2013-08-09

Thou shalt not take names in vain

This is certainly too serious a subject for a Friday night in the middle of August, but that's a good time for old ideas to be written down. And indeed this has been on my mind for so long, at least since I realized that common nouns such as english timeword, windows, apple, caterpillar, shell, bull, french orange, printemps, champion, géant, carrefour, german kinder, and many more, had been "borrowed" from the language commons to become brands. This is in principle forbidden by various trademark legislations, but there are subtle workarounds. I have always considered such practices as unacceptable enclosures in the knowledge commons. They might look anecdotic, leading to rather silly cases, but some borderline practices from major Web actors show that this affair is more important that it could seem at first sight.
One could argue that the market gives back words to the commons, lists of generic or genericized trademarks are easy to find, in a variety of languages. But curiously enough,  the other way round, systematic lists of common nouns used as trademarks I could not find either in Wikipedia or anywhere else. Note sure if they could get any longer than the former, in any case the lists I proposed to start on Wikipedia were proposed for deletion a few minutes after creation by zealous wardens of the Wikipedia Holy Rules, for lack of notability of the subject. Forget about it, I'm now trying to figure how to query DBpedia to get such a list, but the distinction between a proper name and a common noun is no more explicit in DBpedia descriptions and ontology than it is in Wikipedia.
Anyway, this is not necessarily the most important aspect of the way information technologies can impact, misuse and abuse our language commons at large. There is quite a lot of rules or guidelines one could imagine for that matter, some already explicited by laws even if tricky to enforce, some yet to be specified, not to mention being enforced. There is something deeply anchored in our culture about the fair use of names, coming certainly from the way they are rooted in our religions, hence I have only a slight compunction to take inspiration below from one of the most holy and ancient set of rules. Apologies to believers who might read the following as blasphemy uttered by an old agnostic, and disclaimer to everyone else : those were not cast in stone by any god on any mountain. But if the first and main item in this list seems clearly inspired by the Third Commandment, well, yes it is, and not only in form.

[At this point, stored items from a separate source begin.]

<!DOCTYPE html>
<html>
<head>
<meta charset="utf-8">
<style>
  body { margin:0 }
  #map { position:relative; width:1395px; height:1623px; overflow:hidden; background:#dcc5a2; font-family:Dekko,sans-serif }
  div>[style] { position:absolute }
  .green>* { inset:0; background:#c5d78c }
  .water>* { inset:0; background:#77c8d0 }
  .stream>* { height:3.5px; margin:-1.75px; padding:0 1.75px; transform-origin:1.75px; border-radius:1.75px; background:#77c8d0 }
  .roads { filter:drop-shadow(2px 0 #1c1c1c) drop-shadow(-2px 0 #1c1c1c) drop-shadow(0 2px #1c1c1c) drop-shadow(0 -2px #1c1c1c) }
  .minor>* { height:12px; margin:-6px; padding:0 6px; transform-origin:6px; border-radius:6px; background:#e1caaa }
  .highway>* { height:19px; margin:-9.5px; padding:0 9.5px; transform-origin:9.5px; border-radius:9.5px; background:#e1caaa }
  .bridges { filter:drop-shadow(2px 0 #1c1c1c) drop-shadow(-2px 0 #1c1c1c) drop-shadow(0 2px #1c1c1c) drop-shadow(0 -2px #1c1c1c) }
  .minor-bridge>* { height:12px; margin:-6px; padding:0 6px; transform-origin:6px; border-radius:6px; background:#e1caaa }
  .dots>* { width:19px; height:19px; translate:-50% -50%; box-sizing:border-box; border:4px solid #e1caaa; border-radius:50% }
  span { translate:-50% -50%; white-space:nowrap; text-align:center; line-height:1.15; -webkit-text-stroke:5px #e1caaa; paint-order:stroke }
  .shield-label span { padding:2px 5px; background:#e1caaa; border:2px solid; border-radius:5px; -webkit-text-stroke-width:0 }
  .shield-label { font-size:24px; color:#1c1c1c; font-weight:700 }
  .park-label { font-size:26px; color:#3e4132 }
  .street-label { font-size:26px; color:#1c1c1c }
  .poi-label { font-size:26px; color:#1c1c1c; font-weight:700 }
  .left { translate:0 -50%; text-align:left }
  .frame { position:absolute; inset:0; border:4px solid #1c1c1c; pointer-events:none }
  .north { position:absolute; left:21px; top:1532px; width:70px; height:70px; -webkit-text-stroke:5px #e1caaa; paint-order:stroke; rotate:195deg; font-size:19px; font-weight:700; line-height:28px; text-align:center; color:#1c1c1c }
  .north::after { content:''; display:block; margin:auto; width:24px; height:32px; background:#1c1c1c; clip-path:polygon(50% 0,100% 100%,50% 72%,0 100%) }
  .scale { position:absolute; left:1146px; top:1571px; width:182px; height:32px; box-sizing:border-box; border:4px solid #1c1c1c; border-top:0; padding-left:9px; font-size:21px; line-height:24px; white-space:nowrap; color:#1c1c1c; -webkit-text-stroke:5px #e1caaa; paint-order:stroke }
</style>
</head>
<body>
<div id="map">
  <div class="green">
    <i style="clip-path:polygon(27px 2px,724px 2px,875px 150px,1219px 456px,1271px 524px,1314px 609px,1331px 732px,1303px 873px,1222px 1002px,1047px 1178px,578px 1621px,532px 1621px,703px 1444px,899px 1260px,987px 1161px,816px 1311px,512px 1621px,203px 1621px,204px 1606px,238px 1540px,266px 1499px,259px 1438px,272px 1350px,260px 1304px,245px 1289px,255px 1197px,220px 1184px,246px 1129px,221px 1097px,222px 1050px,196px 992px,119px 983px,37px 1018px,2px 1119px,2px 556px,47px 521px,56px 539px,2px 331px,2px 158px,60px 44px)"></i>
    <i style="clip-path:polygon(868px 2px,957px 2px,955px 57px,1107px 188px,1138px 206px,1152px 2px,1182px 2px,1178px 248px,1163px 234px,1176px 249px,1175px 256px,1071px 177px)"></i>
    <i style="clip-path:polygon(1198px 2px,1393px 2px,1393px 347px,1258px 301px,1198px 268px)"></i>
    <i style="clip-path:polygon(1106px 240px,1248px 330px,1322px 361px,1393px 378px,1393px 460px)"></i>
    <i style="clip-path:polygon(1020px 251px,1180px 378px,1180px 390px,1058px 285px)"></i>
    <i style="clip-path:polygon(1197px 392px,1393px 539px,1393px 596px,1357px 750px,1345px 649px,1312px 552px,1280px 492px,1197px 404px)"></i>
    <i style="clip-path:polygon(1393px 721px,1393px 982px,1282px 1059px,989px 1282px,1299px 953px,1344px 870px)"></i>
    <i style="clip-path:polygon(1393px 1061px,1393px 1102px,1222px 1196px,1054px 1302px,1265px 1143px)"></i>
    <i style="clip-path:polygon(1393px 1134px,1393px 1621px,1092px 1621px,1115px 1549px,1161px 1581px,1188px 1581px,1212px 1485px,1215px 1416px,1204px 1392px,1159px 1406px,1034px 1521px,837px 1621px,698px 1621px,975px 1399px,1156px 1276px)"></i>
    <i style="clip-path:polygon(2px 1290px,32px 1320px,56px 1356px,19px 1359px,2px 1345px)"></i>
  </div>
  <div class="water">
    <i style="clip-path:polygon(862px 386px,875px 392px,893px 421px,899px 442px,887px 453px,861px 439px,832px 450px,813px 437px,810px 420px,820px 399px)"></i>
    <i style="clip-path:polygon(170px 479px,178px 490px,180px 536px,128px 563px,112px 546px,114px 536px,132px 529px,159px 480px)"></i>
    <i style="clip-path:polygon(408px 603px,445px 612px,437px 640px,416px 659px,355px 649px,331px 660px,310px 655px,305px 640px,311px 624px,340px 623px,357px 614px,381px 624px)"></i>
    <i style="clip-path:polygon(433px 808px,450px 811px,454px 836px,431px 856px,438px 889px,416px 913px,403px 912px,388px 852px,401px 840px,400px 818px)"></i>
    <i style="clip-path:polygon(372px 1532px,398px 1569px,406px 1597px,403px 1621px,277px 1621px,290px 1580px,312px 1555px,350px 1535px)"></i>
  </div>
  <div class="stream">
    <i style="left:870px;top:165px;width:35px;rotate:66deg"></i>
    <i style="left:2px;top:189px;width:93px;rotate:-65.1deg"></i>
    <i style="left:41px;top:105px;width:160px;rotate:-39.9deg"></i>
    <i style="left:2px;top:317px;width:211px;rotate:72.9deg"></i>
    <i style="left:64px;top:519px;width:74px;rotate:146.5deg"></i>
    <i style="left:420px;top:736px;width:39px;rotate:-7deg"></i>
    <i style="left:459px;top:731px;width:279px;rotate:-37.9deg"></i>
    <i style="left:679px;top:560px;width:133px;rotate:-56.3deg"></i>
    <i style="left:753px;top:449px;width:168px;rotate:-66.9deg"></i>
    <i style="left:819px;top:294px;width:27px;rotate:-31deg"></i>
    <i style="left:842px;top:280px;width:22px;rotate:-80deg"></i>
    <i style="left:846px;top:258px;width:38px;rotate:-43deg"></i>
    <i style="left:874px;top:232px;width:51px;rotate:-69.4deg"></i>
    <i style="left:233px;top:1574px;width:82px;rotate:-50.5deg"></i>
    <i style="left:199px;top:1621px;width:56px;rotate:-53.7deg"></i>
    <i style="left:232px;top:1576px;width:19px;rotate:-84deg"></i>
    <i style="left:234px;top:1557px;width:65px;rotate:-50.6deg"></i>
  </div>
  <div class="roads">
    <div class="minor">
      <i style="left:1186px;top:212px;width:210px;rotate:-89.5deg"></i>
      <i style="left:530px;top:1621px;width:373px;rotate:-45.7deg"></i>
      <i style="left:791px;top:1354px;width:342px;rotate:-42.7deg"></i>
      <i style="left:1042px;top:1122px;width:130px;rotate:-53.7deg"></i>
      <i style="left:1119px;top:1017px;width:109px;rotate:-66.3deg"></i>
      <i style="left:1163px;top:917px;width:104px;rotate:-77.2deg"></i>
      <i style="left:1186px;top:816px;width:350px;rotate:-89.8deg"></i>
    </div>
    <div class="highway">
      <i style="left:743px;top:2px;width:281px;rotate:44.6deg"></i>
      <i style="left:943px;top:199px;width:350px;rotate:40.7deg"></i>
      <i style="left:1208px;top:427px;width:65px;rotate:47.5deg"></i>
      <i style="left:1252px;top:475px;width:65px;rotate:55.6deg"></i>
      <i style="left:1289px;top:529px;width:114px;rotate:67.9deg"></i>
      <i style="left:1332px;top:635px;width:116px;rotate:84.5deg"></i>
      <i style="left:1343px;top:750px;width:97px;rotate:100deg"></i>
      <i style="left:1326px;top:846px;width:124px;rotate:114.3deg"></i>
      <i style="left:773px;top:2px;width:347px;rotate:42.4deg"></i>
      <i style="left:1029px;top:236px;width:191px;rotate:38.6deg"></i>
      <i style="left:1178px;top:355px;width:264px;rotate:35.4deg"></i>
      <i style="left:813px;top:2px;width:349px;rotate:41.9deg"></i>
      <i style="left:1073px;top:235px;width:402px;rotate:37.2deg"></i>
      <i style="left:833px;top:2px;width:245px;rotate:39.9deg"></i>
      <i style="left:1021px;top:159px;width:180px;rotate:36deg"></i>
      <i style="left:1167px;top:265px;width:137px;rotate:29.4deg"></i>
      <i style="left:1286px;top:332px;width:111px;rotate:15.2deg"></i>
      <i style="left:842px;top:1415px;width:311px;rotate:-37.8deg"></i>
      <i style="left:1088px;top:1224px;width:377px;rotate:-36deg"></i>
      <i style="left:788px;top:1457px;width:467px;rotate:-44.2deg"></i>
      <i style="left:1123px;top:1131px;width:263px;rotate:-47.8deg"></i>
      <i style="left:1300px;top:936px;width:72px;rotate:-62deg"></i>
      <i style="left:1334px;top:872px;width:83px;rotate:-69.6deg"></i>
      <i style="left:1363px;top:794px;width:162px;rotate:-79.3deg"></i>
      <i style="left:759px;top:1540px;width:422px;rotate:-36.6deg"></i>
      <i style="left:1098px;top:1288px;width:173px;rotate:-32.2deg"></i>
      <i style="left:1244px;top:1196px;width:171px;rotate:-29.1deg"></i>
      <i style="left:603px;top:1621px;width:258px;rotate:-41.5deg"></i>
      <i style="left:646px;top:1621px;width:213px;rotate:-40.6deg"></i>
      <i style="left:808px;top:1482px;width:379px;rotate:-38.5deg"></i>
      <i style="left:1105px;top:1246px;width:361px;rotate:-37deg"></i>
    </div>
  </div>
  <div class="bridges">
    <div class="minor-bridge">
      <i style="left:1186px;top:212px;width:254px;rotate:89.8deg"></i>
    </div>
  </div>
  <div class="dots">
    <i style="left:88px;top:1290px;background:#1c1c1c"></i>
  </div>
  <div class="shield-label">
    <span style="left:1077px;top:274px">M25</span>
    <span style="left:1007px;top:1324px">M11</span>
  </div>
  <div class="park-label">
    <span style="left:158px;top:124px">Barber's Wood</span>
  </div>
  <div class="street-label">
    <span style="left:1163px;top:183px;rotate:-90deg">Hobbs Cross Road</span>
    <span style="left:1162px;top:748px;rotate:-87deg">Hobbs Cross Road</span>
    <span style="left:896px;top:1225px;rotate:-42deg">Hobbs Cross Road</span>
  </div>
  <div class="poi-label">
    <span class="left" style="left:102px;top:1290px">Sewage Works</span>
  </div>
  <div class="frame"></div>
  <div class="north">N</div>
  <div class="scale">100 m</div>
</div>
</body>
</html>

The underlying claim is that every word, every name, carries along with it enough history and legacy to be honoured. Those who don't care that much about such religious considerations can read this as pragmatic deontological guidelines for a fair, efficient and sustainable use of names in our information systems at large, and on the Web in particular.

Here goes, ten items of course to stick to the original format. 
  1. Thou shalt not take names in vain
  2. Honour the many meanings of a name, for they belong to the Commons
  3. Acknowledge linguistic and semantic diversity, polysemy and synonymy
  4. Do not steal names from the Commons to be your proper names
  5. Do not sell and buy names, for they belong to the Commons
  6. Do not hide yourself or your products under false names
  7. Do not use names against their common meaning 
  8. Do not enforce your own meanings upon others
  9. Expose your meanings to the Commons, for they will be welcome
  10. Share your own names with the Commons, for they will thrive forever
I won't dwelve today in the details of each of those, some might look quite cryptic and need to be expanded in further posts. Just a remark on the first (and most important) one. The "take in vain" used by the King James version of the Bible has been replaced in more recent translations by "misuse". I prefer the former, which conveys the notion that whenever you use the name, it's not for nothing or something without importance and consequence. When you use a name, you should have well thought about its meaning. In French you would translate at best "Tu ne prendras pas les noms à la légère."